This week, the San Francisco Chronicle ran a feature of Gerald Nachman’s Right Here on Our Stage Tonight!: Ed Sullivan’s America. The Chronicle’s Regan McMahon interviewed Nachman in Oakland, where Nachman grew up, and weaves together the author’s own story with that of Ed Sullivan’s groundbreaking show. “Nachman astutely examines the show as a cultural watermark, something that united the country as nothing has before or since…”, McMahon says.
As a television critic for the San Jose Mercury News, Nachman’s first review was of the Ed Sullivan Show. “I packed the review with wisecracks,” he recalls in the book.
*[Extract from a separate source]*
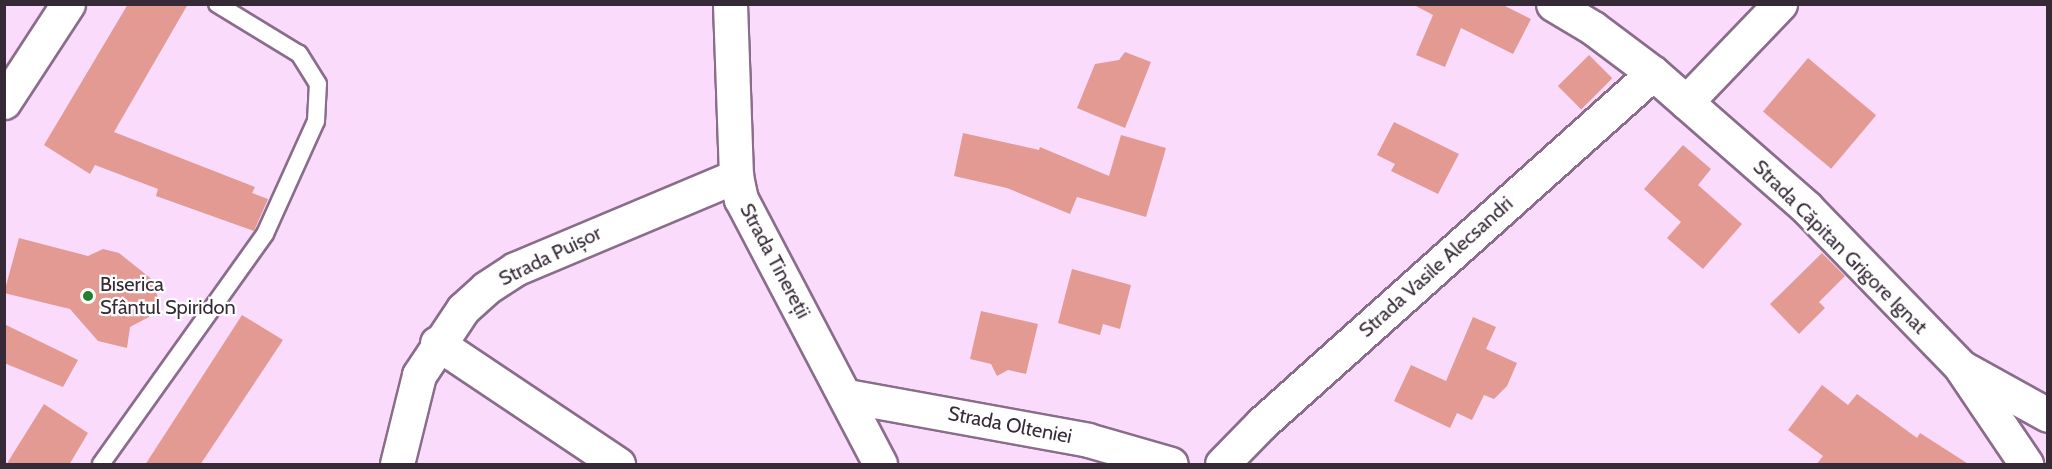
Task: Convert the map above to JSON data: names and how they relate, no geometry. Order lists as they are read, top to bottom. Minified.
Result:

Nachman (above, at a book launch party hosted by friends) characterizes primordial TV as a grey and dismal entity, shrouded in the shadow of radio and Hollywood, and the Ed Sullivan show as a kind of revolution, a catalyst not only for TV’s initial success, but for popular culture across America: “Sullivan’s show was something beyond even what it first envisioned for itself: it became the great equalizer, relentlessly democratic, cutting across all age, class, cultural, and ethnic boundaries…” he says in the book.
It was the place for aging stars and new talent, and and harnessed the social changes that were transforming the country, entertainment, and celebrity. And it brought people together—as Sullivan and McMahon both point out, the Ed Sullivan Show drew 47 million viewers on a weekly basis in 1955, compared to 35 million who watched the American Idol finale in 2008.